El vestido negro y aburrido colgado, encerrado con el papel amarronado de la tintorería. La cama hecha. La Licenciada no lo entiende y se baña. Ahora, el agua caliente se hunde en el poro cósmico del llanto. El espejo y la bruma la enfrentan con el juego diario. La Licenciada corre hacia la sala, corre desnuda. ¿Muchachita? Sí, tanto tiempo. Bien, la familia muy bien. Un congreso. Solo tres días. Me gustaría verte, una consulta académica. Quedamos así, te vuelvo a llamar mañana a primera hora. Hasta mañana.

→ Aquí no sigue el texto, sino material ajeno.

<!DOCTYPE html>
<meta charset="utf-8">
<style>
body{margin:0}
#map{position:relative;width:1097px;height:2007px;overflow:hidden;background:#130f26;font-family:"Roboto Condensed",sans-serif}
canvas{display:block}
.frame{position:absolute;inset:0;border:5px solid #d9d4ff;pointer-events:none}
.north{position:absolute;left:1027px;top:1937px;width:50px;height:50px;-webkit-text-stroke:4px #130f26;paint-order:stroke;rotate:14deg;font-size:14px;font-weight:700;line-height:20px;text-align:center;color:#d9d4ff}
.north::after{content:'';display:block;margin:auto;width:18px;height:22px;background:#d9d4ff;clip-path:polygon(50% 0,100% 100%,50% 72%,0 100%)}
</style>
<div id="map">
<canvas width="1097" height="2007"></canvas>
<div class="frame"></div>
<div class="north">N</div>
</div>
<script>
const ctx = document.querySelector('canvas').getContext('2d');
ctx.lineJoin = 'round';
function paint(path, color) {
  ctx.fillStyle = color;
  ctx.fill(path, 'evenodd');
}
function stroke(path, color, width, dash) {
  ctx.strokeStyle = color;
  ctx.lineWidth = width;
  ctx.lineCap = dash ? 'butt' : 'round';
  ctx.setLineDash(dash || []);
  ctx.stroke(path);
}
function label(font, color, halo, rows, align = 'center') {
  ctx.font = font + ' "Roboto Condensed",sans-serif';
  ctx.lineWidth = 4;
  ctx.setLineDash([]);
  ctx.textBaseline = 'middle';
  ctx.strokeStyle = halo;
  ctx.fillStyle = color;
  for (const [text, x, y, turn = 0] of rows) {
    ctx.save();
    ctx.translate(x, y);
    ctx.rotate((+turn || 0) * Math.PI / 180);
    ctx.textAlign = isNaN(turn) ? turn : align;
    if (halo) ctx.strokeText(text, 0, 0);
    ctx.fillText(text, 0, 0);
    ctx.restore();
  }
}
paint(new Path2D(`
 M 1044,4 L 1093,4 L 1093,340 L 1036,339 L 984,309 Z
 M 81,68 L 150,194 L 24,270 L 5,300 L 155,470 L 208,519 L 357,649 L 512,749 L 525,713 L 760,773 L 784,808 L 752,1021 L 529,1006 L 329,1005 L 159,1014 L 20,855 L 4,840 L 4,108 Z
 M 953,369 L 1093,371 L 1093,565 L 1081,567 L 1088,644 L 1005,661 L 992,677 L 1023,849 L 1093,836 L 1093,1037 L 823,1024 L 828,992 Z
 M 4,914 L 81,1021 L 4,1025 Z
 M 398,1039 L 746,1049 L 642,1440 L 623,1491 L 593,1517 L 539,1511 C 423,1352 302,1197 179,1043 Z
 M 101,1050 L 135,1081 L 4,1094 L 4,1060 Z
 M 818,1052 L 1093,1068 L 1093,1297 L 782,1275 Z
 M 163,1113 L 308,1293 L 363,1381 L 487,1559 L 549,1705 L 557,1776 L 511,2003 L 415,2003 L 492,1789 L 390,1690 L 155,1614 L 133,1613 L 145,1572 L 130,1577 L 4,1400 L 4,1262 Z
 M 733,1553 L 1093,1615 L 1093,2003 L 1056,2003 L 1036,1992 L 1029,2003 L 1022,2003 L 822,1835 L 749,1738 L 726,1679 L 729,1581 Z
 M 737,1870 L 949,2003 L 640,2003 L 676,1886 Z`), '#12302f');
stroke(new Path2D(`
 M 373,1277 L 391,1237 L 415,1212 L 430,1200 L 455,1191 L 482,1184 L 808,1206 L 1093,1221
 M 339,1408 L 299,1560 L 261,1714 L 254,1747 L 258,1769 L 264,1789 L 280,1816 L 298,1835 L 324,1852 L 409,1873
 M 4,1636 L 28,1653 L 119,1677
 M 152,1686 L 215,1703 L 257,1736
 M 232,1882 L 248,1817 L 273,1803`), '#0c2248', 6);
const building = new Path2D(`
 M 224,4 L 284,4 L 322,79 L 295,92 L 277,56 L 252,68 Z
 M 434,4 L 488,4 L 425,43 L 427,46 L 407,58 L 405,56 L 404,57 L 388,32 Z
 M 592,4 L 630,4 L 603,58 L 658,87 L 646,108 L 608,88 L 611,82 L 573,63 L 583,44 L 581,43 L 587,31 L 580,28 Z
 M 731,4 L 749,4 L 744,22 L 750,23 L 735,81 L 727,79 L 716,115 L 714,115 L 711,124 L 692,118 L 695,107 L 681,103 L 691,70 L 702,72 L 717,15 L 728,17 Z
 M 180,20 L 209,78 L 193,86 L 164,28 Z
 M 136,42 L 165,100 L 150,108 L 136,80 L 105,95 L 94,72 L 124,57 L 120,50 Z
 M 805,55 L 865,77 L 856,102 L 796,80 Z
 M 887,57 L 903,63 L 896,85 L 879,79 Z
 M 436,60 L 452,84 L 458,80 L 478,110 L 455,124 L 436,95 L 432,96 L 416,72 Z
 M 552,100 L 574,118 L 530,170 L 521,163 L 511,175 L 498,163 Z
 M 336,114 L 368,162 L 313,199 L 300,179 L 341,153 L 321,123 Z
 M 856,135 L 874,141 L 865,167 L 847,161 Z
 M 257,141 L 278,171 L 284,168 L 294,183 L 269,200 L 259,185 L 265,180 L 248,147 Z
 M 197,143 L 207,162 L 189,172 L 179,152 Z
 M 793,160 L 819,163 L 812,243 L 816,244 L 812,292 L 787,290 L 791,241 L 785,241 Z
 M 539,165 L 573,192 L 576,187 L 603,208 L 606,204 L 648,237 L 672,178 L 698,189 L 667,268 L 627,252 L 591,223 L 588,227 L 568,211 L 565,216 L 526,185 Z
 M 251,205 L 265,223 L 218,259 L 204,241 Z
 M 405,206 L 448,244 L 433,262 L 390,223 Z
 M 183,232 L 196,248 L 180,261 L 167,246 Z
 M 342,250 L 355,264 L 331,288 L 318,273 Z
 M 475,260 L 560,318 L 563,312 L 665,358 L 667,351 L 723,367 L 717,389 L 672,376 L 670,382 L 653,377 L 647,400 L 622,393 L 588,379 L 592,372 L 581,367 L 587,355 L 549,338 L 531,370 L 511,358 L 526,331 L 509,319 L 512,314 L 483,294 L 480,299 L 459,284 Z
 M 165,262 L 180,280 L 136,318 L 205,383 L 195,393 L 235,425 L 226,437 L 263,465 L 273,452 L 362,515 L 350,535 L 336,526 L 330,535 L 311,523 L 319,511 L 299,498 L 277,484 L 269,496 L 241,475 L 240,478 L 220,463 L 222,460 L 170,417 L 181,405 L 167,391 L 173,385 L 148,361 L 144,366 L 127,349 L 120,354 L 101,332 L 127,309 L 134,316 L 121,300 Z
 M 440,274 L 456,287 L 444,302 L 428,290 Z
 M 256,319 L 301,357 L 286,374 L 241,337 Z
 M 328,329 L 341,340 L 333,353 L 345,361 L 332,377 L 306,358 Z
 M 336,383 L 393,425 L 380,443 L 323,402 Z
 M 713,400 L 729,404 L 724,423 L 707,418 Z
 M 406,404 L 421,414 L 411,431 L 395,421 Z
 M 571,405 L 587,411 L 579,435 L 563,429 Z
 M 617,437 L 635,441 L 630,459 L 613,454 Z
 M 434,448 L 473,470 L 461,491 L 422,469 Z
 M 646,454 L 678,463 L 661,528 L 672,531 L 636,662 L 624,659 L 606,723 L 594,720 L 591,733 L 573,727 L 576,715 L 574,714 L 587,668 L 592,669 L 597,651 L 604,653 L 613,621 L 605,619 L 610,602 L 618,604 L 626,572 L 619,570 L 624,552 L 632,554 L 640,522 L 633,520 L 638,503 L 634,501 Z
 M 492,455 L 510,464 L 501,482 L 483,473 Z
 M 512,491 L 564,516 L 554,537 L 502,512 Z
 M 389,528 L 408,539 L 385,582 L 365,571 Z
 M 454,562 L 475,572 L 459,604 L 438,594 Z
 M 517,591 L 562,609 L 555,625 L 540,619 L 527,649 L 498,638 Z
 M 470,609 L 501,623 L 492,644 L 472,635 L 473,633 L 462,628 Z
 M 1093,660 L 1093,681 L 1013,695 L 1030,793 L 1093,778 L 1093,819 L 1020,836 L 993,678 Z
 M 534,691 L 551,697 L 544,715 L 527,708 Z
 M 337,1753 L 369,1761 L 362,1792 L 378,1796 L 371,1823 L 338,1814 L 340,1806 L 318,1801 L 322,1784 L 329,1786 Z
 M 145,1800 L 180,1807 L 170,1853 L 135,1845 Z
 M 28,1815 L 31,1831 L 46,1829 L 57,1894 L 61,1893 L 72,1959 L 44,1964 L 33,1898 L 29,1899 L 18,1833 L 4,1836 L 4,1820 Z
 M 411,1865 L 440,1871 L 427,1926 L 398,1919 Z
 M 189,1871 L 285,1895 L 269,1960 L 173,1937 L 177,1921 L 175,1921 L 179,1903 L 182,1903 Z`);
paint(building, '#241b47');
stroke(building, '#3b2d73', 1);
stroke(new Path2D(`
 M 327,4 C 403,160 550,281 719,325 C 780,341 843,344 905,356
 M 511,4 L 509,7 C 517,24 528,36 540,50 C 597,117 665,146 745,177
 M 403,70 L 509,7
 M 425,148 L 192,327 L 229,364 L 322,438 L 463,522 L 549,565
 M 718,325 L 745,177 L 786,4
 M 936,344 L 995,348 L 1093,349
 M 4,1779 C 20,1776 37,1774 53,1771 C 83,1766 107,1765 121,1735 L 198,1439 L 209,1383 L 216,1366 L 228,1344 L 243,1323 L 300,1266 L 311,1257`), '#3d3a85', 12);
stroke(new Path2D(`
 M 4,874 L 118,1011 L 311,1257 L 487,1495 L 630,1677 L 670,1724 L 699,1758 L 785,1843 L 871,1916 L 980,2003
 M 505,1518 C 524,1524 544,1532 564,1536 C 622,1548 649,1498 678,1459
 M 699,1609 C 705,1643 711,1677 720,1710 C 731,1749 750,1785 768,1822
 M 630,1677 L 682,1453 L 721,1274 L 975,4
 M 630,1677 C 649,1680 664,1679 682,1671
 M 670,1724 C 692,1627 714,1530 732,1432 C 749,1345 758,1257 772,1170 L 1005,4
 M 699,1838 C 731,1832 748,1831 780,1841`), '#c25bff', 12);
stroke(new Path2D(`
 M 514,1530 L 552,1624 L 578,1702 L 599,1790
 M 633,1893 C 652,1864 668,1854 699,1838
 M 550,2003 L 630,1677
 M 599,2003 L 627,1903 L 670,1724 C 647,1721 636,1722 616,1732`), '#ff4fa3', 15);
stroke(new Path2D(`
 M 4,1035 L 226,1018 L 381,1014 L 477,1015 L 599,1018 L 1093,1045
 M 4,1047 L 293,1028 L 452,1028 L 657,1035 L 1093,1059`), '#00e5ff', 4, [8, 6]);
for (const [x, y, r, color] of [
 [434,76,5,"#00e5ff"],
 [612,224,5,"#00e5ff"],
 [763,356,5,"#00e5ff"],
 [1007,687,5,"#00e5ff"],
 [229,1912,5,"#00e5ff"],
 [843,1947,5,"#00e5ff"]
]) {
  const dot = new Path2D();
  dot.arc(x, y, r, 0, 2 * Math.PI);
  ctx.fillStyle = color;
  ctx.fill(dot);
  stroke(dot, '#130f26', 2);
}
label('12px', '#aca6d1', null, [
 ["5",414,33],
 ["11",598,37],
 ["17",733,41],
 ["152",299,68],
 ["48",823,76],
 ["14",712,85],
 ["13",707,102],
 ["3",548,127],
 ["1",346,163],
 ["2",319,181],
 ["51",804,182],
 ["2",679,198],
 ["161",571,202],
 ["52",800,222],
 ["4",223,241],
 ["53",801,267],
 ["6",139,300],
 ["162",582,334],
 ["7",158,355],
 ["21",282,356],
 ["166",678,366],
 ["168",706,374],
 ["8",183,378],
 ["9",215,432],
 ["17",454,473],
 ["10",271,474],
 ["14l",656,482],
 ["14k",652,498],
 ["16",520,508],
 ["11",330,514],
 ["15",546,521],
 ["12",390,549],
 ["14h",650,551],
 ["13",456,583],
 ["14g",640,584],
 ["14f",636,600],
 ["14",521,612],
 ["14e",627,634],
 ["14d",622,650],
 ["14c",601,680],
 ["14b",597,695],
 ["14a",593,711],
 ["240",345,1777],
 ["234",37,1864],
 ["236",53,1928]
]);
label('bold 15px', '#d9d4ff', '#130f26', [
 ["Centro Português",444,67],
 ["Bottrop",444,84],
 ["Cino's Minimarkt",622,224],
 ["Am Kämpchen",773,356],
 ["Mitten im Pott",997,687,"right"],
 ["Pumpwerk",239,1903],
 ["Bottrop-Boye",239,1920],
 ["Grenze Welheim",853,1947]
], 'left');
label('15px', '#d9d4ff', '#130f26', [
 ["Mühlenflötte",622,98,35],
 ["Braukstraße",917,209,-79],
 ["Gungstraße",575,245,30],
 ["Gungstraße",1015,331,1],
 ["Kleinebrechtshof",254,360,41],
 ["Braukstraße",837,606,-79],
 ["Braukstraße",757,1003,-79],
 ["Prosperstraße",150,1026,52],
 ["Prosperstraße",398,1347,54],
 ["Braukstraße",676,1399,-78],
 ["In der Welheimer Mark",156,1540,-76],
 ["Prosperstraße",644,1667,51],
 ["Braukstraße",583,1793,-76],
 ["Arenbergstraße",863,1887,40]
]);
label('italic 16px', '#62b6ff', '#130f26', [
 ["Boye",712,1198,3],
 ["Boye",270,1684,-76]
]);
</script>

La mano se anima, limpia el cristal. La Licenciada se mira y por fin se arroja, y ya no vuelve: venís a mí en forma de tormenta. ¿Qué misteriosa idea del tiempo de sí le insinuó la cueva de mí? Si dijéramos que estamos lejos sería cierto, estoy viendo y amando tu pasado y si amo tu pasado, ¿cómo no desear pertenecer? Vos me cuidaste como se cuida a un bonsái. Destreza y práctica no más. No hay quién me distraiga, estoy atenta, sigilosamente atenta, acabo de quedar entre dos aguas. Es que no me animé, nunca lo vas a saber, pero es increíble lo que la gente, lo que yo -que te quiero siempre un tanto más, que te invoco en sueños visiones y panoramas, que me duermo siempre con la estrategia de almohada para reiniciar el juego y ganar la dama- hacemos con el orgullo en el ombligo y el deseo acorazado atrincherado amortiguado anclado, “a salvo”. Y los corazones cada vez más cobardes, por… Por, por lo que te dije, Doctora, cuando no te dije nada. El deseo, ese fantasma con tu cara y tu voz amplia, y tus labios en mi necesidad (de estar, de ser Cristina o Teresa, de que te llames Juan Carlos). Tengo las marcas encendidas sangrantes volcánicas. Además está la duda, como una silvestre manifestación de la memoria. Cómo es que se puede volver a tratar de ver la belleza. Es este el punto. Sabés lo que digo: arder en la belleza, no te vayas, arder en la belleza, quedate. Te necesito inquieta para poder entrar, una inspección del propio cuerpo ante el latido, pulsión de tanta sangre que se entrega. Creceré, aumentado el vértigo las manos querrán tocar. Y eso no se puede. Llorarás a la mañana apenas sepas que el día te cruza. Porque estoy buscándote a mansalva. Ni me despido ni me imagino lejos. Arder dije. ¿Por qué nos quedamos en el hueco del tiempo y nos atamos las pupilas con lo indecible? Ya sé. Porque está el silencio. El aire. La llama que se apaga. El carbón de la belleza. Hasta ahí, y a bailar entre cenizas.